*GIVEN DATA*
====================
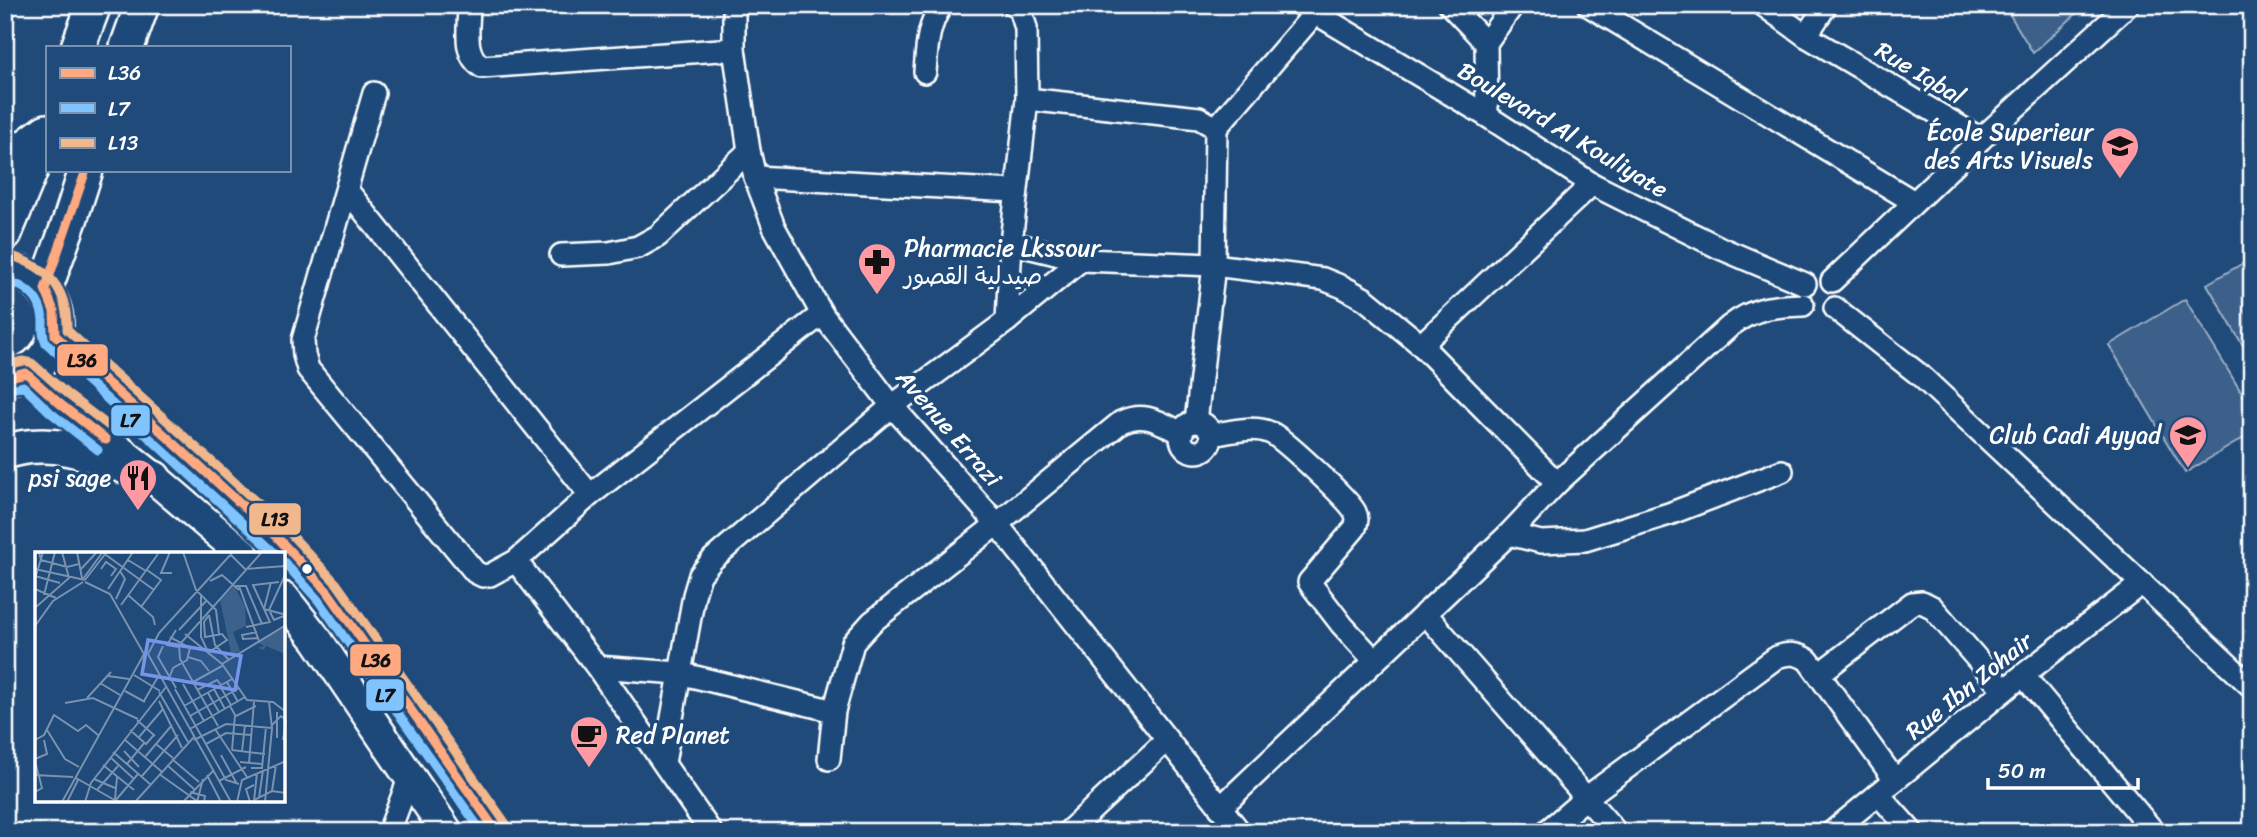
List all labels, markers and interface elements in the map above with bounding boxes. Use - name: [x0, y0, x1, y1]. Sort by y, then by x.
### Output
- street label: Rue Iqbal: [1867, 30, 1974, 117]
- legend: [46, 46, 290, 172]
- street label: Boulevard Al Kouliyate: [1449, 50, 1677, 210]
- text: L36: [108, 54, 141, 92]
- text: L7: [108, 90, 132, 128]
- place label: École Superieur des Arts Visuels: [1924, 111, 2095, 181]
- text: L13: [108, 124, 139, 162]
- school or university icon: École Superieur des Arts Visuels: [2099, 125, 2141, 180]
- place label: Pharmacie Lkssour صيدلية القصور: [902, 227, 1102, 297]
- pharmacy icon: Pharmacie Lkssour صيدلية القصور: [856, 241, 898, 296]
- line badge: L36: [56, 343, 109, 377]
- text: L36: [67, 344, 97, 377]
- street label: Avenue Errazi: [885, 358, 1014, 498]
- line badge: L7: [110, 404, 151, 437]
- text: L7: [120, 404, 142, 437]
- place label: Club Cadi Ayyad: [1989, 414, 2162, 456]
- school or university icon: Club Cadi Ayyad: [2167, 414, 2209, 469]
- place label: psi sage: [28, 457, 111, 499]
- restaurant icon: psi sage: [117, 457, 159, 512]
- line badge: L13: [248, 502, 302, 536]
- text: L13: [261, 503, 289, 536]
- inset map: [35, 552, 285, 802]
- unlabelled marker: [300, 562, 314, 576]
- street label: Rue Ibn Zohair: [1896, 620, 2044, 751]
- line badge: L36: [349, 643, 402, 677]
- text: L36: [361, 644, 391, 677]
- line badge: L7: [365, 678, 405, 712]
- text: L7: [375, 679, 397, 712]
- cafe icon: Red Planet: [568, 714, 610, 769]
- place label: Red Planet: [616, 714, 730, 756]
- scale bar: [1988, 746, 2138, 790]
- text: 50 m: [1998, 752, 2046, 790]

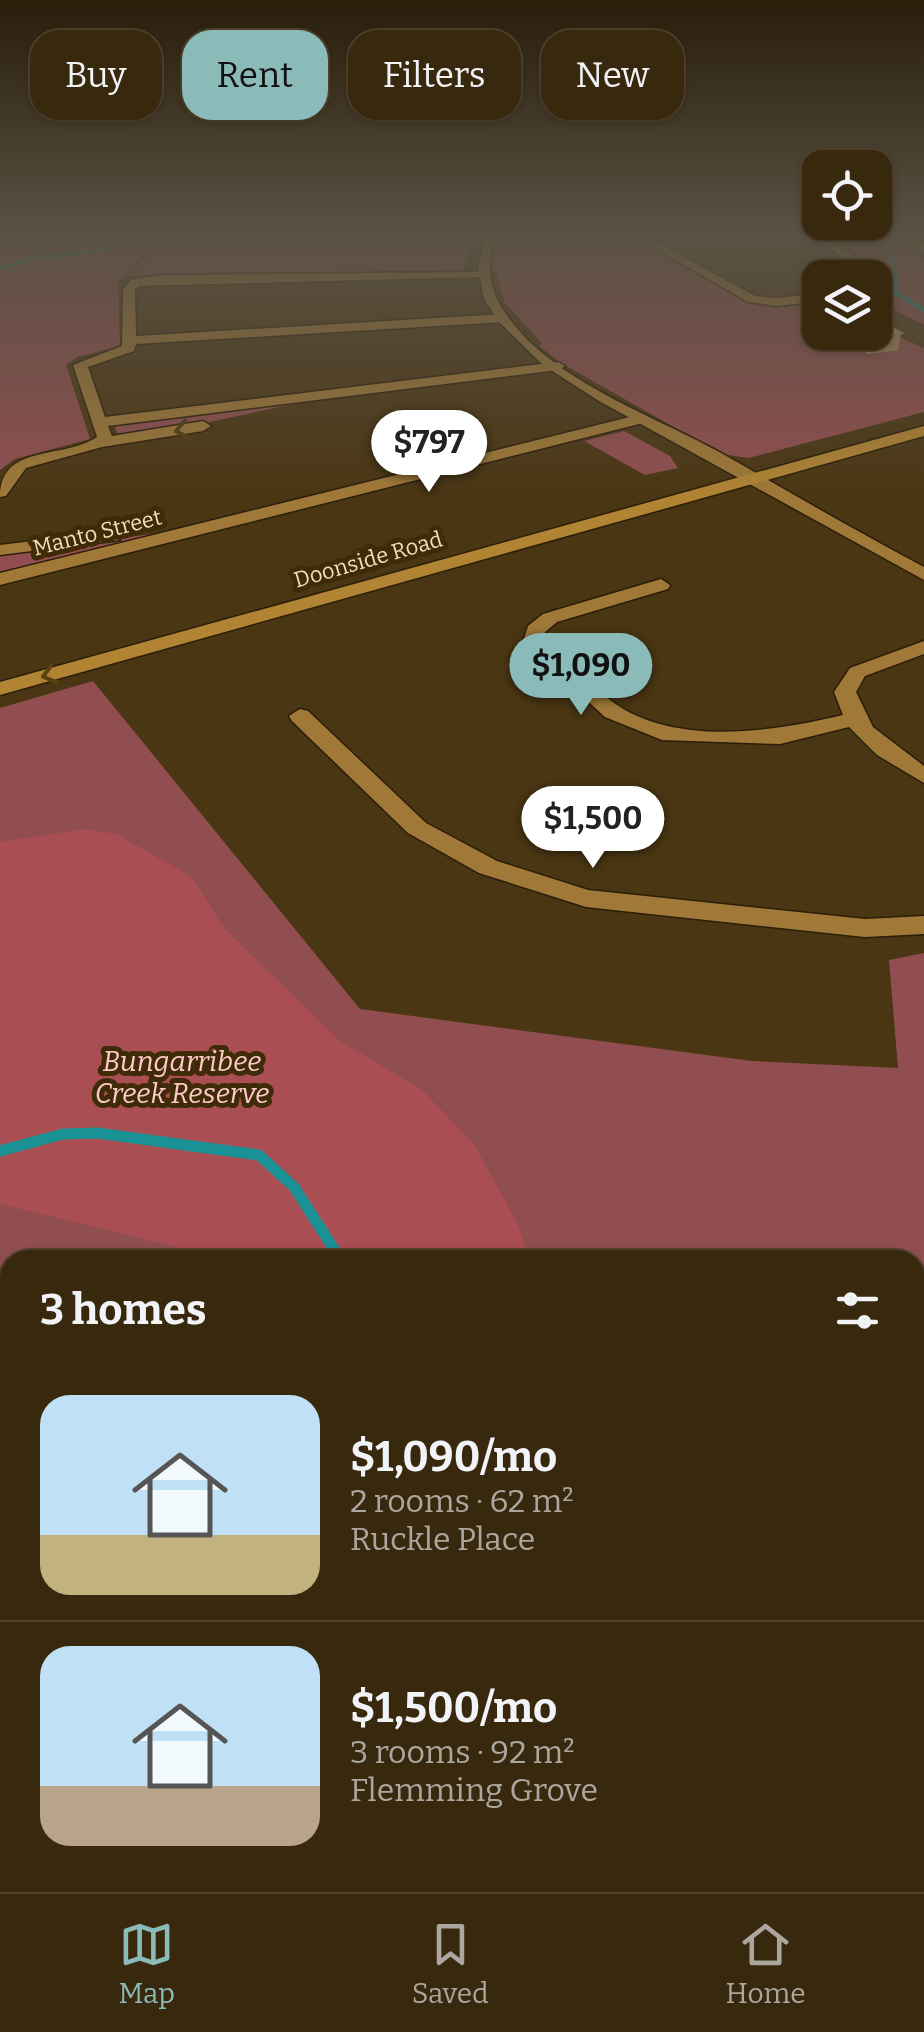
====================
*TASK GOAL*
Copy every line above word for word and exclude the pictures.

*SOLUTION*
List all labels, markers and interface elements in the map above with bounding boxes. Use - name: [x0, y0, x1, y1]. Sort by y, then by x.
### Output
- street label: Rue Iqbal: [1867, 30, 1974, 117]
- legend: [46, 46, 290, 172]
- street label: Boulevard Al Kouliyate: [1449, 50, 1677, 210]
- text: L36: [108, 54, 141, 92]
- text: L7: [108, 90, 132, 128]
- place label: École Superieur des Arts Visuels: [1924, 111, 2095, 181]
- text: L13: [108, 124, 139, 162]
- school or university icon: École Superieur des Arts Visuels: [2099, 125, 2141, 180]
- place label: Pharmacie Lkssour صيدلية القصور: [902, 227, 1102, 297]
- pharmacy icon: Pharmacie Lkssour صيدلية القصور: [856, 241, 898, 296]
- line badge: L36: [56, 343, 109, 377]
- text: L36: [67, 344, 97, 377]
- street label: Avenue Errazi: [885, 358, 1014, 498]
- line badge: L7: [110, 404, 151, 437]
- text: L7: [120, 404, 142, 437]
- place label: Club Cadi Ayyad: [1989, 414, 2162, 456]
- school or university icon: Club Cadi Ayyad: [2167, 414, 2209, 469]
- place label: psi sage: [28, 457, 111, 499]
- restaurant icon: psi sage: [117, 457, 159, 512]
- line badge: L13: [248, 502, 302, 536]
- text: L13: [261, 503, 289, 536]
- inset map: [35, 552, 285, 802]
- unlabelled marker: [300, 562, 314, 576]
- street label: Rue Ibn Zohair: [1896, 620, 2044, 751]
- line badge: L36: [349, 643, 402, 677]
- text: L36: [361, 644, 391, 677]
- line badge: L7: [365, 678, 405, 712]
- text: L7: [375, 679, 397, 712]
- cafe icon: Red Planet: [568, 714, 610, 769]
- place label: Red Planet: [616, 714, 730, 756]
- scale bar: [1988, 746, 2138, 790]
- text: 50 m: [1998, 752, 2046, 790]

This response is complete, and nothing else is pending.